In episode #6 of “The Atomic Bombshell,” Mynx Devlin becomes the first actor to break the blacklist when she teams up with Producer Herbert W. Zoozman to make 18 movies in 18 months—9 double features pitched at drive-in movie theaters. This moment in film history echoes the remarkable rise of American-International Pictures. AIP was founded in the 1950s to exploit a new audience—teenagers—who were discovering the pleasures of sex, drugs and rock and roll. AIP President Sam Arkoff invented a new formula for making and marketing movies. He made ’em quick, made ’em cheap, aimed ’em at teenagers and released ’em as double features to drive-ins.
The Arkoff Formula
Arkoff’s (and Zoozman’s) formula for making a successful movie was as follows:
A-ction (hot rods, fist fights, fighting giant mutant insects)
R-evolution (smoking pot, rock and roll)
K-illing (guns, hot rods, incinerating giant mutant insects)
O-ratory (actors spouting inane dialogue)
F-antasy (dreaming of sex)
F-ornication (having sex)
Instead of starting with a script, Arkoff used focus groups (of 19-year-old boys). He asked them what they wanted to see. The answers? Sex, drugs, rock and roll, monsters, space ships, sex, hot rods, gunfights, and sex. Then Arkoff would have an artist mock-up a lurid poster, which he’d use to get drive-in owners salivating over the movie. Only then would he spend the dollar-fifty to make the film. And so AIP produced movies like Hot Rod Girl, The Ghost of Dragstrip Hollow, Shake, Rattle and Rock! and I Was a Teenage Werewolf.
Ruined by Success
AIP thrived in the 50s until a host of imitators flooded the market with even cheaper, shoddier product, driving down the price that drive-in movie operators would pay for the double bills. AIP then did three things. They started making their Beach Party movies with Frankie Avalon and Annette Funicello. They started importing Italian “sword and sandal” epics and dubbing them into English. And they started their “Edgar Allan Poe” series of horror movies, usually directed by the prolific Roger Corman and starring Vincent Price.
AIP is notable for one other contribution to world cinema.
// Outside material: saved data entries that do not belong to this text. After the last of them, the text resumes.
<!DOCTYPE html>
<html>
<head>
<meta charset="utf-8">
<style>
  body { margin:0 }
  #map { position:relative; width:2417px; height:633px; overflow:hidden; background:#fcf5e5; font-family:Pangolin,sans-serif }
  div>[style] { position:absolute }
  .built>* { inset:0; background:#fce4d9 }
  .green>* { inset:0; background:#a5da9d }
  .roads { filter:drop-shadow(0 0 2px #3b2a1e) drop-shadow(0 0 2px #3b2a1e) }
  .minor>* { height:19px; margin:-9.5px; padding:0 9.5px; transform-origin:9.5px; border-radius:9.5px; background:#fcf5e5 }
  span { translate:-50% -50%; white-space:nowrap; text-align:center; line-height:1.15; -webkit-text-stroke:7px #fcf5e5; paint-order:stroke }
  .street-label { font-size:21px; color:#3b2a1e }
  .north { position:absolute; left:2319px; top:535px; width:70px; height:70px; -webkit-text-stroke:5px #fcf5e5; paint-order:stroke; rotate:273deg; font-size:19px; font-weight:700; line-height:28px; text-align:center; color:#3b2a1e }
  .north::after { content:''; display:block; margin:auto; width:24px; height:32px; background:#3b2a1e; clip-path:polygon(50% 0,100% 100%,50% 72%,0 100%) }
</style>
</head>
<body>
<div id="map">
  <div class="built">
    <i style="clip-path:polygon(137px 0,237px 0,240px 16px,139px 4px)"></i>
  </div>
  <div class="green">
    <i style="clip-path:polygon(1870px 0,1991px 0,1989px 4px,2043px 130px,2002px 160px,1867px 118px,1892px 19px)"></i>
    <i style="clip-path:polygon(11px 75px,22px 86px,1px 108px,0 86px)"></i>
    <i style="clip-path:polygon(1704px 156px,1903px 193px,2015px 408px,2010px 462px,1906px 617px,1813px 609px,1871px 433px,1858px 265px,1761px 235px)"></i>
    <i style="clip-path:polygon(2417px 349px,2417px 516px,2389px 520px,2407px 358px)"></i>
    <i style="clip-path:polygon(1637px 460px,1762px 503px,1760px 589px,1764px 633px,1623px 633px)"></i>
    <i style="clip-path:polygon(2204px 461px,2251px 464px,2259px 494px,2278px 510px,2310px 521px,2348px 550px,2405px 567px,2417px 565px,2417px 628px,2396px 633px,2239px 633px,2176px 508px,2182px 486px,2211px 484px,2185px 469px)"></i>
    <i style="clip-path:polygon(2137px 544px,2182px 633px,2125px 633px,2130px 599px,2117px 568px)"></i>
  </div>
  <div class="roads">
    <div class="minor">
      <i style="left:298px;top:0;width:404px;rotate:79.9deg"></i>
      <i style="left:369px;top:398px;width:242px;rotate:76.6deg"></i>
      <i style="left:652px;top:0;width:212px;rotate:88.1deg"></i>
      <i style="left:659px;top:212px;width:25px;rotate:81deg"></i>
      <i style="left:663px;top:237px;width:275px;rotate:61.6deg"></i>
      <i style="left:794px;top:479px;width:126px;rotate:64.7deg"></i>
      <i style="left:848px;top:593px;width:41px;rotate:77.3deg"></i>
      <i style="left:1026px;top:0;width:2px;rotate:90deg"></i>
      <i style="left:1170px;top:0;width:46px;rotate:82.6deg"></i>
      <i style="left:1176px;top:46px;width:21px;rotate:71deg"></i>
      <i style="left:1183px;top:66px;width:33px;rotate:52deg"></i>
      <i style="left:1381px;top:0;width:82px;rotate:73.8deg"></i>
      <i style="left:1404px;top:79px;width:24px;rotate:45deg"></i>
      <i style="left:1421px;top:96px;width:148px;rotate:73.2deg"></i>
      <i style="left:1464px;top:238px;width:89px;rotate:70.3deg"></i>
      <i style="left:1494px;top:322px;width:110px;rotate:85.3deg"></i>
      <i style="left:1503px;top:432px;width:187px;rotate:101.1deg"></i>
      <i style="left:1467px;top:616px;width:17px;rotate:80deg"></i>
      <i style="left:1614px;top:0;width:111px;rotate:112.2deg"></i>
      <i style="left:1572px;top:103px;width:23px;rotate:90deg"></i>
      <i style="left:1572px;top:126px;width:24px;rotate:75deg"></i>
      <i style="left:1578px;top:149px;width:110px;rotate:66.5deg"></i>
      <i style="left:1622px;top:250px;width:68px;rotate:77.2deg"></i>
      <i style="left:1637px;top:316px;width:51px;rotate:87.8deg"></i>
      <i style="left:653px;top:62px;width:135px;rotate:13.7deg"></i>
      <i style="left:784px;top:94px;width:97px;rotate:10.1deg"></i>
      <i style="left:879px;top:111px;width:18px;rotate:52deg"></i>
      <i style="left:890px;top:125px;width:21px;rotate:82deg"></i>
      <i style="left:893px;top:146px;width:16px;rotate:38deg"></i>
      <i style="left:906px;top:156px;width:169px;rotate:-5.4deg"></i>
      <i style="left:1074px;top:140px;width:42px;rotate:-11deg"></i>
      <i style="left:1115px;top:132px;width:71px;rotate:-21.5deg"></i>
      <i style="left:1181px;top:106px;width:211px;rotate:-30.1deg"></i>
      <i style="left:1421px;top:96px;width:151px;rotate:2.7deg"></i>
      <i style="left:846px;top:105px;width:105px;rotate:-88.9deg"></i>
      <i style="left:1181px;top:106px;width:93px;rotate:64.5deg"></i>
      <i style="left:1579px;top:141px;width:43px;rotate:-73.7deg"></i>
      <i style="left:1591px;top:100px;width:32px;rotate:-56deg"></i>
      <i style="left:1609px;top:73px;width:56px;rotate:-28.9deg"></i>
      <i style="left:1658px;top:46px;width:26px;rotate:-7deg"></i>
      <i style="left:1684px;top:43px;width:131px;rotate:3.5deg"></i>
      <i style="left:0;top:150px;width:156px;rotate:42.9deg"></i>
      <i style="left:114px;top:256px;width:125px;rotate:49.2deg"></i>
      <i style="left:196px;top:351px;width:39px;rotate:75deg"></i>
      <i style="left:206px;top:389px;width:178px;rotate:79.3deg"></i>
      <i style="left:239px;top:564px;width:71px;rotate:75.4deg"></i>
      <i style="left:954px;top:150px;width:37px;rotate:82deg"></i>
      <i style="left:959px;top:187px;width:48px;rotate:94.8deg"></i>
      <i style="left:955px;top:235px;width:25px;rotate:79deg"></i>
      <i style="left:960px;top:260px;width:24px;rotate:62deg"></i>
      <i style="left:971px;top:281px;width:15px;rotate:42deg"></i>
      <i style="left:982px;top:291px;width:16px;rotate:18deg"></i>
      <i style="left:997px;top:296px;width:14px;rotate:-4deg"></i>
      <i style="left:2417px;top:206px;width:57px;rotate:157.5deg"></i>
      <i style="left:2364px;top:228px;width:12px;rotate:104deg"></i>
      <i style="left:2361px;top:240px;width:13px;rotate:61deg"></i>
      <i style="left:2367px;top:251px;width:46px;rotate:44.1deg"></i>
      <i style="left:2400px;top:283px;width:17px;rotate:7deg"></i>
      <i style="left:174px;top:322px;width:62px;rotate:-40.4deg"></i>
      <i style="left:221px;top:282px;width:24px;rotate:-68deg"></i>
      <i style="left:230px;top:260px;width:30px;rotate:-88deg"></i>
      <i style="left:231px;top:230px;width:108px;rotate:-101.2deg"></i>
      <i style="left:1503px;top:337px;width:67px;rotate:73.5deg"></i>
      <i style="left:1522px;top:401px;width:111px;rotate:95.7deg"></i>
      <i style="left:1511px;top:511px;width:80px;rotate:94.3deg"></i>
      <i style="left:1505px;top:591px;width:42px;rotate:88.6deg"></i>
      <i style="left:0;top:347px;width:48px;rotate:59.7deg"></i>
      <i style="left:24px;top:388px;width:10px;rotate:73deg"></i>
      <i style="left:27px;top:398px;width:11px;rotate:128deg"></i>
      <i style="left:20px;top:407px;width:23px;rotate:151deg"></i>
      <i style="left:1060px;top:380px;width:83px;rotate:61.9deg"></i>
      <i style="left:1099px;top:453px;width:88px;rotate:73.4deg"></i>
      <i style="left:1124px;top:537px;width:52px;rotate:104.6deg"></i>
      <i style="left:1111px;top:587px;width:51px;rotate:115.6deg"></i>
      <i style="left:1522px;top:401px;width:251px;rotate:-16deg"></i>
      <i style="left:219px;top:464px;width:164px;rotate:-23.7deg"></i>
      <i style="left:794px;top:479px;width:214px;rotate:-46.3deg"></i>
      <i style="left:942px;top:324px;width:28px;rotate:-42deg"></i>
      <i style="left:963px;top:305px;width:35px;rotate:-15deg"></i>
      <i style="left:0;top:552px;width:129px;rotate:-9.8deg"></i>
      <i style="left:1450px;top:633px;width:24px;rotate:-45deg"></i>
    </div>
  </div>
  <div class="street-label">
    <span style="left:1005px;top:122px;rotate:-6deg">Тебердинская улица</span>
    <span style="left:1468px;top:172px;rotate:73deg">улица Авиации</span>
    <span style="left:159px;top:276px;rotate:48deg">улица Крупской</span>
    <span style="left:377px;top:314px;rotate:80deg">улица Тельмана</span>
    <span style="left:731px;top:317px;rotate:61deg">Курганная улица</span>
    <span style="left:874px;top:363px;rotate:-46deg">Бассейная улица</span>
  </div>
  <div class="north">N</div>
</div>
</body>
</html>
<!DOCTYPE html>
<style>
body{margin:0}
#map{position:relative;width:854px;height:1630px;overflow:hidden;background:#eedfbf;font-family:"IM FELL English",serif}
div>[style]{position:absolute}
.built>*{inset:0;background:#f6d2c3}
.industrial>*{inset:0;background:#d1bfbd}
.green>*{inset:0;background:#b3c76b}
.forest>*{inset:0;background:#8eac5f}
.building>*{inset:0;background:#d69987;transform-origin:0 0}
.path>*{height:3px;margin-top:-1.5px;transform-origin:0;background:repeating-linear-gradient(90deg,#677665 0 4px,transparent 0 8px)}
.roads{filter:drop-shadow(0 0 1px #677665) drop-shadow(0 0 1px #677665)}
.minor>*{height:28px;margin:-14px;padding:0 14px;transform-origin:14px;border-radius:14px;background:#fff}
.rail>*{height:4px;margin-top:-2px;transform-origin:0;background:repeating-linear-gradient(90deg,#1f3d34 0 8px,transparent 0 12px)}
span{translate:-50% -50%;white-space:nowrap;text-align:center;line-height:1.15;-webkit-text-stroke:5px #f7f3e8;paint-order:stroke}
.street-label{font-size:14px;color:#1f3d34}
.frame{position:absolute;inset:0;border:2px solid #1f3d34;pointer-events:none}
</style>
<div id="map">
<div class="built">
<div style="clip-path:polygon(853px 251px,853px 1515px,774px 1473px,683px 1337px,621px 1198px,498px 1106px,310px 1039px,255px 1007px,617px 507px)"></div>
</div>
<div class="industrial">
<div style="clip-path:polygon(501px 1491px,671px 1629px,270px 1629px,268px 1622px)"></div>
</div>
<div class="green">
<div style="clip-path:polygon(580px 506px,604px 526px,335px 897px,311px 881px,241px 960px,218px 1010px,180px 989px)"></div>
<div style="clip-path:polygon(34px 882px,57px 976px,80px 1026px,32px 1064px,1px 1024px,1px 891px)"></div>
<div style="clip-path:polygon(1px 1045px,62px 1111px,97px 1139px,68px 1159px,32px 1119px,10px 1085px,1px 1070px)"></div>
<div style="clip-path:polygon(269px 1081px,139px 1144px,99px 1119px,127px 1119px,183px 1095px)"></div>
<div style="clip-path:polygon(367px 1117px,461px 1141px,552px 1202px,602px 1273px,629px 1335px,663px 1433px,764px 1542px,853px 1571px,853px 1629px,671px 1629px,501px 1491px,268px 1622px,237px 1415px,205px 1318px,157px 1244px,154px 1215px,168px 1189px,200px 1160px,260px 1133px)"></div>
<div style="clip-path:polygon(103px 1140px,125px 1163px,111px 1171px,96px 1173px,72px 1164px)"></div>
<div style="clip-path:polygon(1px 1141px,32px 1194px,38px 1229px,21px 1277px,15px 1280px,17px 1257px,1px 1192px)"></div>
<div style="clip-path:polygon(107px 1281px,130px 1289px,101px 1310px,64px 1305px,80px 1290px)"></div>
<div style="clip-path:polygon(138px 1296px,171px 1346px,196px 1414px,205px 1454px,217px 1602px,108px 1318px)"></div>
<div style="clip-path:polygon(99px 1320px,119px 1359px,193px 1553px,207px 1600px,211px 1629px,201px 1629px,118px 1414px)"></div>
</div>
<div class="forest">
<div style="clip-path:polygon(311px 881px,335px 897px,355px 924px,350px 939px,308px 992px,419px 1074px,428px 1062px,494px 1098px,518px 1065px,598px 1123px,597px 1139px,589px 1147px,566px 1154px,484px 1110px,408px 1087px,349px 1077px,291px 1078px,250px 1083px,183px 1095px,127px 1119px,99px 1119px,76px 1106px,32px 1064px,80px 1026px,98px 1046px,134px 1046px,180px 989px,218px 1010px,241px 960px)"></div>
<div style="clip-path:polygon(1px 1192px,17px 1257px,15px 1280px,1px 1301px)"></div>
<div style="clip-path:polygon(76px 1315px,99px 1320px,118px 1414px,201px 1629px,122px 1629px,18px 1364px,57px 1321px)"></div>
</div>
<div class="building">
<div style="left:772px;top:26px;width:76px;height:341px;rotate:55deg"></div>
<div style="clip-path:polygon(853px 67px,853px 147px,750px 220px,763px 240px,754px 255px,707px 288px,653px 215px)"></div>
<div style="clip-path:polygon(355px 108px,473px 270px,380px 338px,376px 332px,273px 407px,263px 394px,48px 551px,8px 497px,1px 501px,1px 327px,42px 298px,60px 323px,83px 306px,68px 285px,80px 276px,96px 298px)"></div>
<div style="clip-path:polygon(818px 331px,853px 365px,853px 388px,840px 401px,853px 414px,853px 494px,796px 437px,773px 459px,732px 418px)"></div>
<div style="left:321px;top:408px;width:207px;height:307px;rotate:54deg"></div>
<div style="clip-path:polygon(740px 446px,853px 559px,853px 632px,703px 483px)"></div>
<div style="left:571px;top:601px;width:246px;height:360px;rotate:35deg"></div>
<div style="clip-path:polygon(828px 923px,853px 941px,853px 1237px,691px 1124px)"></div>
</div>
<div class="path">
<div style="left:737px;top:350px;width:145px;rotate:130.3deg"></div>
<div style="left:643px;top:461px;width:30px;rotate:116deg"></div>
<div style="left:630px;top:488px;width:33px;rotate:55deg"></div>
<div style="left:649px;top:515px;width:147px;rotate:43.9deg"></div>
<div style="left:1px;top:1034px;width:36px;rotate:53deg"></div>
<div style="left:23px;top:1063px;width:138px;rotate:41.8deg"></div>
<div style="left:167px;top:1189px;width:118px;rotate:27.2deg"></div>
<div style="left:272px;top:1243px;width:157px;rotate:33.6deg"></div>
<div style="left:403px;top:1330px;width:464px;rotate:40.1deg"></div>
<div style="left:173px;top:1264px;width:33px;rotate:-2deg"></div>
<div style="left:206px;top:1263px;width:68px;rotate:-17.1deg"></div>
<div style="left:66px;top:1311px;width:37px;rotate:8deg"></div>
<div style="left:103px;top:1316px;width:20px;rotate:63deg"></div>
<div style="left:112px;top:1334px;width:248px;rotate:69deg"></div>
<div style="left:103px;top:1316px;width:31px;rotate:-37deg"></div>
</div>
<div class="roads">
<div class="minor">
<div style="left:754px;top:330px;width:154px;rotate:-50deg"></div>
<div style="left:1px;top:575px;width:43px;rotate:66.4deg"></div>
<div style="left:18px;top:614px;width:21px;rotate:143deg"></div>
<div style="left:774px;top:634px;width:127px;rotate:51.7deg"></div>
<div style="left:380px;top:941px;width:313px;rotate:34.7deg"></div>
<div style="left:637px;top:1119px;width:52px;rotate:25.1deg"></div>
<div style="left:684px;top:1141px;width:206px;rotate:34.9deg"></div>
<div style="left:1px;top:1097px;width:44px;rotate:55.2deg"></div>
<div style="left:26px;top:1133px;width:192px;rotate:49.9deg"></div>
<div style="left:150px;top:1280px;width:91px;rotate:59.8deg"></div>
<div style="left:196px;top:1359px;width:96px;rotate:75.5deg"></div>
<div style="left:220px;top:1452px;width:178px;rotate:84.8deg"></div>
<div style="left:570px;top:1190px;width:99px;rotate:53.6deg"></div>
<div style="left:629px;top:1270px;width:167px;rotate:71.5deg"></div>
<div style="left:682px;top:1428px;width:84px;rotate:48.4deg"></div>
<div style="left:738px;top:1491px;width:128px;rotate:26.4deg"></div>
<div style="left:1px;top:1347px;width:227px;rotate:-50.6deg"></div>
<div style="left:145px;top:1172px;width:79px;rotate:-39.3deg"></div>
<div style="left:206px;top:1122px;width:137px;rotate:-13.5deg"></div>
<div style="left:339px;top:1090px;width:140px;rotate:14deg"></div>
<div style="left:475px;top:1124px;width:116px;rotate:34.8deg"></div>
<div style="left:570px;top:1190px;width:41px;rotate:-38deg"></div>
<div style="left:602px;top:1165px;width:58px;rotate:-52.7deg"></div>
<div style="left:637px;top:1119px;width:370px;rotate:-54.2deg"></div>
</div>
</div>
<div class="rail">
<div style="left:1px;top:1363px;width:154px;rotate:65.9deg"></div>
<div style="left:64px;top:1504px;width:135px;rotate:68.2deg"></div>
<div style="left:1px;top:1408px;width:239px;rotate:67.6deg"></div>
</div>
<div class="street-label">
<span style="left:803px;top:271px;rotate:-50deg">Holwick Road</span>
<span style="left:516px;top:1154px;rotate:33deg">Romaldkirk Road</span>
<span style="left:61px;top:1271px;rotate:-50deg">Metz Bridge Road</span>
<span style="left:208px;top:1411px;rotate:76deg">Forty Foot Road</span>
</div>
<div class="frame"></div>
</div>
It gave a string of notables their first toe-hold in the business: Jack Nicholson, Robert Towne, Francis Ford Coppola, Peter Bogdanovich, and Bruce Dern all got their start with AIP. And a generation of boomers has precious memories of going to the drive-in to see The Cool and the Crazy, and maybe even catching a glimpse of the movie through the steamed windshield.